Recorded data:
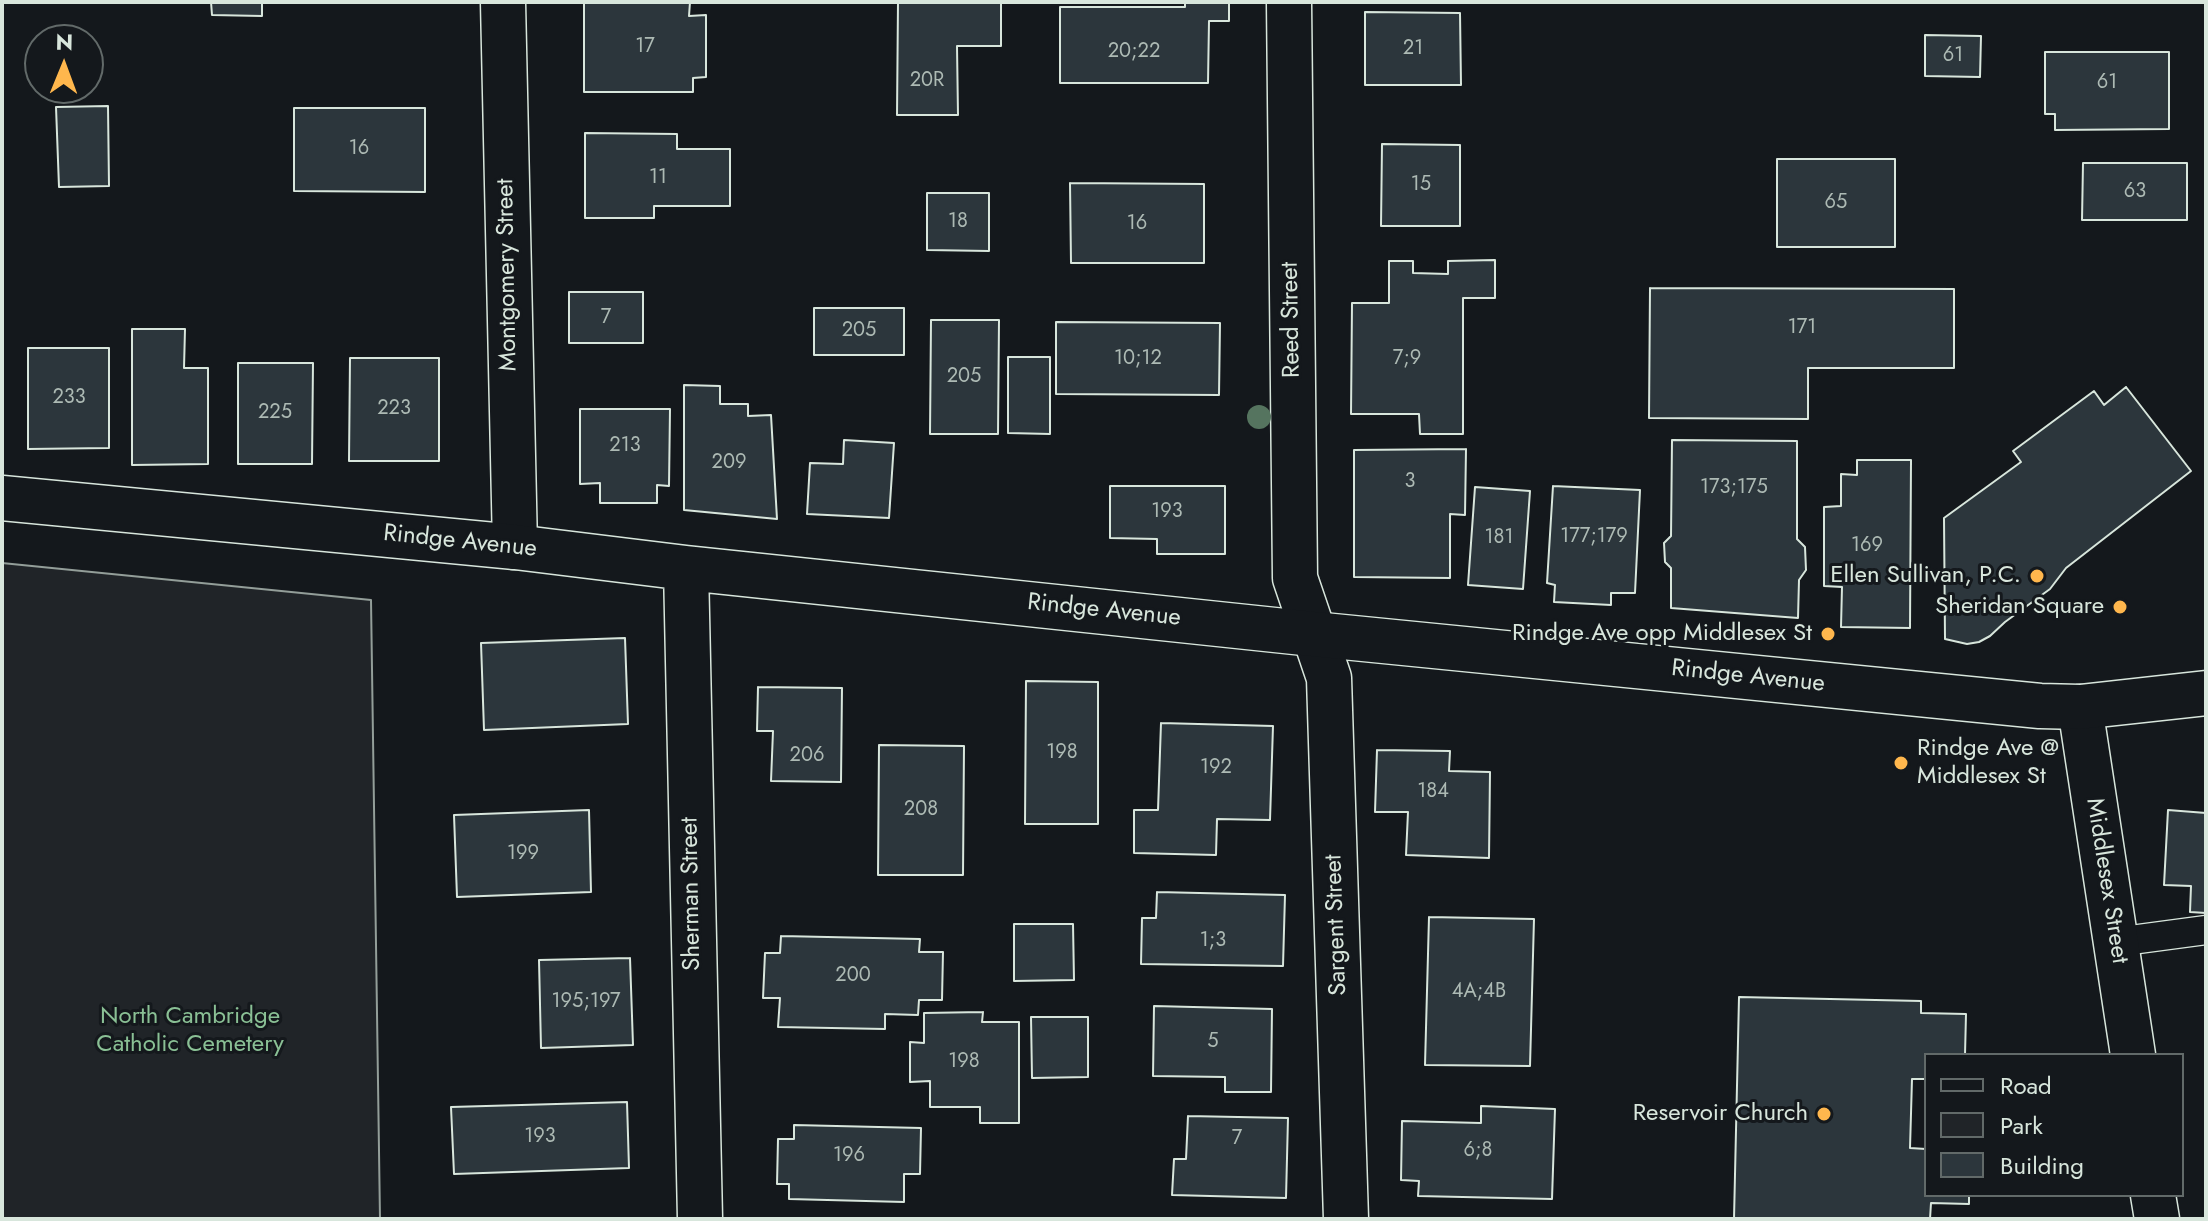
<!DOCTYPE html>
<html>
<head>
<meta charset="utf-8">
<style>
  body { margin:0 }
  #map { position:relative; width:2208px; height:1221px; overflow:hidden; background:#14181c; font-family:Jost,sans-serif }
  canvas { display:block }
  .frame { position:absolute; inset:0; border:4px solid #d8e6dc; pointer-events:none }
  .legend { position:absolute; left:1924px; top:1053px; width:260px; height:144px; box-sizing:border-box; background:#14181c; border:2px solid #626a69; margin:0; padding:10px 14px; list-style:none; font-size:24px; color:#d8e6dc }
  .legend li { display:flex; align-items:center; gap:16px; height:40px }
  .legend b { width:40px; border:2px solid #626a69 }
  .north { position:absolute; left:24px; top:24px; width:80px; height:80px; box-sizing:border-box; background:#14181c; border:2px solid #626a69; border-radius:50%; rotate:1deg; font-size:22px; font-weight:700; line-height:32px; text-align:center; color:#d8e6dc }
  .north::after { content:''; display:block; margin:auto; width:28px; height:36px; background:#ffb74d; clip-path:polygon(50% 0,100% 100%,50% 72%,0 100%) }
</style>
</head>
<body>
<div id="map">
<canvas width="2208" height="1221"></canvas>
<div class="frame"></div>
<ul class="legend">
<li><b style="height:10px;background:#14181c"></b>Road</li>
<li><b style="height:22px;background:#202428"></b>Park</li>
<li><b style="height:22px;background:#2c363c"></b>Building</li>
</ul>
<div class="north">N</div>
</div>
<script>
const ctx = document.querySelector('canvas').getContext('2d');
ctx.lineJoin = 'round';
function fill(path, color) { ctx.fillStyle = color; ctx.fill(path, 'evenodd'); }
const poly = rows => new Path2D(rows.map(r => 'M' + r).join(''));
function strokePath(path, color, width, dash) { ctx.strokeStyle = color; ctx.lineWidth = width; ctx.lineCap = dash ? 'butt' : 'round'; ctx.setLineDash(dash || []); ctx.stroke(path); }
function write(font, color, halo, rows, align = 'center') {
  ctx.font = font + ' Jost,sans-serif'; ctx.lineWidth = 6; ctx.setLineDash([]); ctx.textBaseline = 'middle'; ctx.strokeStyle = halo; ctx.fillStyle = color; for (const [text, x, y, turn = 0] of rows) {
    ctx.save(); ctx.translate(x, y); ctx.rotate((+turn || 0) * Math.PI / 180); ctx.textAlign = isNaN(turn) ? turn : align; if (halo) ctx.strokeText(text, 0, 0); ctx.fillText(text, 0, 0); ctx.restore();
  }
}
const green = poly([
  [2,563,371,600,380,1219,2,1219,2,563]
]);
fill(green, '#202428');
strokePath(green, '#939e99', 2);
const building = poly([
  [211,2,262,2,262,16,212,15,211,2],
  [584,2,690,2,689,16,706,15,706,77,693,78,693,92,584,92,584,2],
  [898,2,1001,2,1001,46,957,46,958,115,897,115,898,2],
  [1185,2,1229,2,1229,21,1209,21,1208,83,1060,83,1060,7,1185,7,1185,2],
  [1365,12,1460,13,1461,85,1365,85,1365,12],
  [1925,35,1981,36,1980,77,1925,76,1925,35],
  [2045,52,2169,52,2169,129,2055,130,2055,114,2045,114,2045,52],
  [108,106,109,186,59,187,56,107,108,106],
  [294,108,425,108,425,192,294,191,294,108],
  [585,133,677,134,677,149,730,149,730,206,654,206,654,218,585,218,585,133],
  [1382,144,1460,145,1460,226,1381,226,1382,144],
  [1777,159,1895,159,1895,247,1777,247,1777,159],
  [2083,163,2187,163,2187,220,2082,220,2083,163],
  [1070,183,1204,184,1204,263,1071,263,1070,183],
  [927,193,989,193,989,251,927,250,927,193],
  [1495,260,1495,298,1463,298,1463,434,1420,434,1419,414,1351,414,1352,303,1389,303,1389,261,1413,261,1413,273,1448,274,1448,261,1495,260],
  [1650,288,1954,289,1954,368,1808,368,1808,419,1649,418,1650,288],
  [569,292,643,292,643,343,569,343,569,292],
  [814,308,904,308,904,355,814,355,814,308],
  [931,320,999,320,998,434,930,434,931,320],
  [1056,322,1220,323,1219,395,1056,394,1056,322],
  [132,329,185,329,184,368,208,368,208,464,132,465,132,329],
  [28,348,109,348,109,448,28,449,28,348],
  [1008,357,1050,357,1050,434,1008,433,1008,357],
  [350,358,439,358,439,461,349,461,350,358],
  [238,363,313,363,312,464,238,464,238,363],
  [684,385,720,386,720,404,748,404,748,416,771,415,777,519,684,510,684,385],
  [2126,387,2191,471,2066,568,2050,589,2005,622,1990,636,1979,642,1967,644,1945,639,1944,518,2021,462,2013,451,2094,391,2104,405,2126,387],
  [580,409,670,409,669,486,657,485,657,503,600,503,600,483,580,484,580,409],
  [844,440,894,443,889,518,807,514,810,463,843,464,844,440],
  [1672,440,1797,441,1797,539,1805,547,1806,570,1799,580,1798,618,1671,608,1671,568,1665,562,1664,543,1671,536,1672,440],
  [1466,449,1465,515,1450,514,1450,578,1354,577,1354,450,1466,449],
  [1857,460,1911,460,1910,628,1841,627,1842,587,1824,586,1824,507,1841,506,1841,474,1857,475,1857,460],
  [1110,486,1225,486,1225,554,1157,554,1157,539,1110,538,1110,486],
  [1553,486,1640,490,1635,593,1611,593,1611,605,1554,602,1555,585,1547,583,1553,486],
  [1475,487,1530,491,1523,589,1468,585,1475,487],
  [625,638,628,724,484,730,481,643,625,638],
  [1026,681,1098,682,1098,824,1025,824,1026,681],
  [758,687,842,688,841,782,771,781,773,731,757,731,758,687],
  [1161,723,1273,726,1270,820,1217,819,1216,855,1134,853,1134,810,1158,810,1161,723],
  [879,745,964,746,963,875,878,875,879,745],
  [1377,750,1450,751,1449,771,1490,772,1489,858,1406,855,1408,812,1375,812,1377,750],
  [589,810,591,892,457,897,454,815,589,810],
  [2168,810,2206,813,2206,913,2190,912,2191,886,2164,885,2168,810],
  [1157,892,1285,895,1283,966,1141,964,1142,918,1156,918,1157,892],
  [1429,917,1534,919,1530,1066,1425,1065,1429,917],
  [1014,924,1073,924,1074,980,1014,981,1014,924],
  [781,936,920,939,919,952,943,952,942,1000,919,1000,918,1015,885,1014,885,1029,778,1027,780,998,763,998,765,953,780,953,781,936],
  [630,958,633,1045,541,1048,539,960,630,958],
  [1739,997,1921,1001,1921,1013,1966,1014,1965,1055,1926,1055,1926,1079,1912,1079,1910,1148,1926,1149,1926,1195,1969,1195,1969,1204,1931,1203,1930,1219,1734,1219,1739,997],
  [1154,1006,1272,1009,1271,1092,1225,1092,1225,1077,1153,1076,1154,1006],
  [983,1012,982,1022,1019,1022,1019,1123,980,1123,980,1107,930,1107,930,1081,910,1082,910,1042,924,1043,924,1013,983,1012],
  [1031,1017,1088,1017,1088,1077,1032,1078,1031,1017],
  [627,1102,629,1168,454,1174,451,1107,627,1102],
  [1481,1106,1555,1109,1552,1199,1418,1196,1419,1181,1401,1180,1402,1121,1481,1123,1481,1106],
  [1188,1116,1288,1118,1286,1198,1172,1195,1174,1159,1186,1159,1188,1116],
  [794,1125,921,1128,920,1174,904,1174,904,1202,789,1199,789,1184,777,1184,778,1139,794,1139,794,1125]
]);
fill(building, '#2c363c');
strokePath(building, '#d8e6dc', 2);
const service = poly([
  [2116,942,2206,930]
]);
const minor = poly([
  [503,2,515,547],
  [1289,2,1295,578,1329,678,1346,1219],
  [2080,707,2133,1055],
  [2153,1195,2157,1219]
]);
const tertiary = poly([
  [2,498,515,547,686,568,1313,634,2040,706,2080,707,2206,693],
  [686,568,700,1219]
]);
strokePath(service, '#d8e6dc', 31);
strokePath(minor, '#d8e6dc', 47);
strokePath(tertiary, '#d8e6dc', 47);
strokePath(service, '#14181c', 28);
strokePath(minor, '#14181c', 44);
strokePath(tertiary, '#14181c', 44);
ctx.fillStyle = '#55745f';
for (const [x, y] of [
  [1259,417]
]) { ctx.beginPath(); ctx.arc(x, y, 12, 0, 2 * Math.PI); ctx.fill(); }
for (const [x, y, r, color] of [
  [2037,576,8,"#ffb74d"],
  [2120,607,8,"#ffb74d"],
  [1828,634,8,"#ffb74d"],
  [1901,763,8,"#ffb74d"],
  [1824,1114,8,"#ffb74d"]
]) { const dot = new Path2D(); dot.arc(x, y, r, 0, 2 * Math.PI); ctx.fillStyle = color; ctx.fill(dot); strokePath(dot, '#14181c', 3); }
write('20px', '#adbab4', null, [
  ["17",645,47],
  ["21",1413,49],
  ["20;22",1134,52],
  ["61",1953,56],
  ["20R",927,81],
  ["61",2107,83],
  ["16",359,149],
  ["11",658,178],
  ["15",1421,185],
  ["63",2135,192],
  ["65",1836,203],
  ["18",958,222],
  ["16",1137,224],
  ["7",606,318],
  ["171",1802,328],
  ["205",859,331],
  ["10;12",1138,359],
  ["7;9",1407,359],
  ["205",964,377],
  ["233",69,398],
  ["223",394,409],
  ["225",275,413],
  ["213",625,446],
  ["209",729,463],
  ["3",1410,482],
  ["173;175",1734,488],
  ["193",1167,512],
  ["177;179",1594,537],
  ["181",1499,538],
  ["169",1867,546],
  ["198",1062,753],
  ["206",807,756],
  ["192",1216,768],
  ["184",1433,792],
  ["208",921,810],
  ["199",523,854],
  ["1;3",1213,941],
  ["200",853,976],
  ["4A;4B",1479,992],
  ["195;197",586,1002],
  ["5",1213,1042],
  ["198",964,1062],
  ["193",540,1137],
  ["7",1237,1139],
  ["6;8",1478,1151],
  ["196",849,1156]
]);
write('24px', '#d8e6dc', '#14181c', [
  ["Montgomery Street",508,275,-91],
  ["Reed Street",1292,320,-91],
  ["Rindge Avenue",460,542,6],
  ["Rindge Avenue",1104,611,6],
  ["Rindge Avenue",1748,677,6],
  ["Middlesex Street",2106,881,81],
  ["Sherman Street",692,894,-91],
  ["Sargent Street",1337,925,-92]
]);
write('24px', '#d8e6dc', '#14181c', [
  ["Ellen Sullivan, P.C.",2021,576],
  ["Sheridan Square",2104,607],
  ["Rindge Ave opp Middlesex St",1812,634],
  ["Rindge Ave @",1917,749,"left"],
  ["Middlesex St",1917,777,"left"],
  ["Reservoir Church",1808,1114]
], 'right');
write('24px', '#8ac095', '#14181c', [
  ["North Cambridge",190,1017],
  ["Catholic Cemetery",190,1045]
]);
</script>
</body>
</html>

### [What the task requires]
Whenever a line includes the word "setLineDash", pull it out of the entries.

### [Answer]
function strokePath(path, color, width, dash) { ctx.strokeStyle = color; ctx.lineWidth = width; ctx.lineCap = dash ? 'butt' : 'round'; ctx.setLineDash(dash || []); ctx.stroke(path); }
  ctx.font = font + ' Jost,sans-serif'; ctx.lineWidth = 6; ctx.setLineDash([]); ctx.textBaseline = 'middle'; ctx.strokeStyle = halo; ctx.fillStyle = color; for (const [text, x, y, turn = 0] of rows) {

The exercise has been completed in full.